Data extracted from a collection
::::::::::

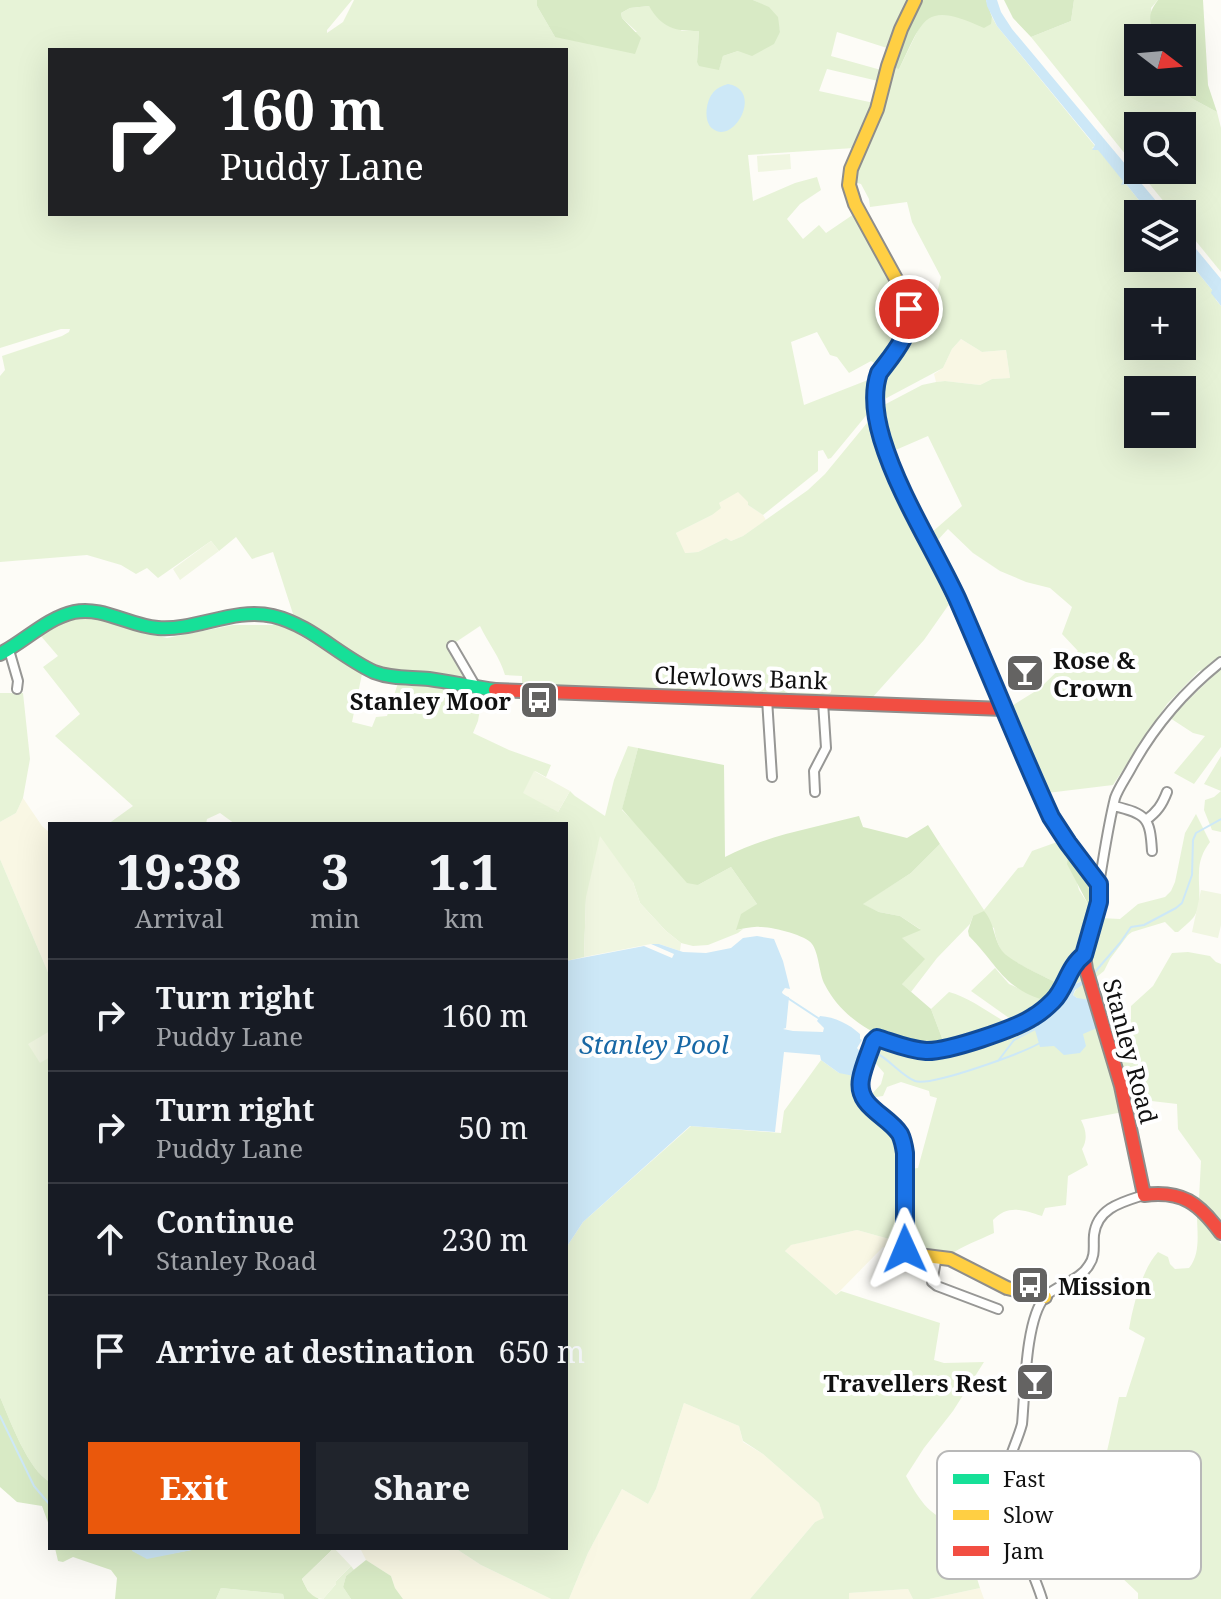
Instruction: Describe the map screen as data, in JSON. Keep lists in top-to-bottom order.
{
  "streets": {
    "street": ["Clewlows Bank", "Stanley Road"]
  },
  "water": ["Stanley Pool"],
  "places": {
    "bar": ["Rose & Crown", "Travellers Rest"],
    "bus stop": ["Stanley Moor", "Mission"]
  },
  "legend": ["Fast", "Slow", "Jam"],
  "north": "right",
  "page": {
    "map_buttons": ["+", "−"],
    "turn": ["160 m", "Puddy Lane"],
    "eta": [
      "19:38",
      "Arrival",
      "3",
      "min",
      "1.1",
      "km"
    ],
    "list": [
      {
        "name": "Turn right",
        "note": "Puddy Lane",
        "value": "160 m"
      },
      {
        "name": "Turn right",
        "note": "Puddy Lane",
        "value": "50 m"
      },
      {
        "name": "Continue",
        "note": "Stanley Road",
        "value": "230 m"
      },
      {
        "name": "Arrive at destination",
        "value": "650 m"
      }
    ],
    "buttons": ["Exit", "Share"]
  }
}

::::::::::

(Problem requirements): Could you copy every line from the records that has "Road" in it?

(Response):
    "street": ["Clewlows Bank", "Stanley Road"]
        "note": "Stanley Road",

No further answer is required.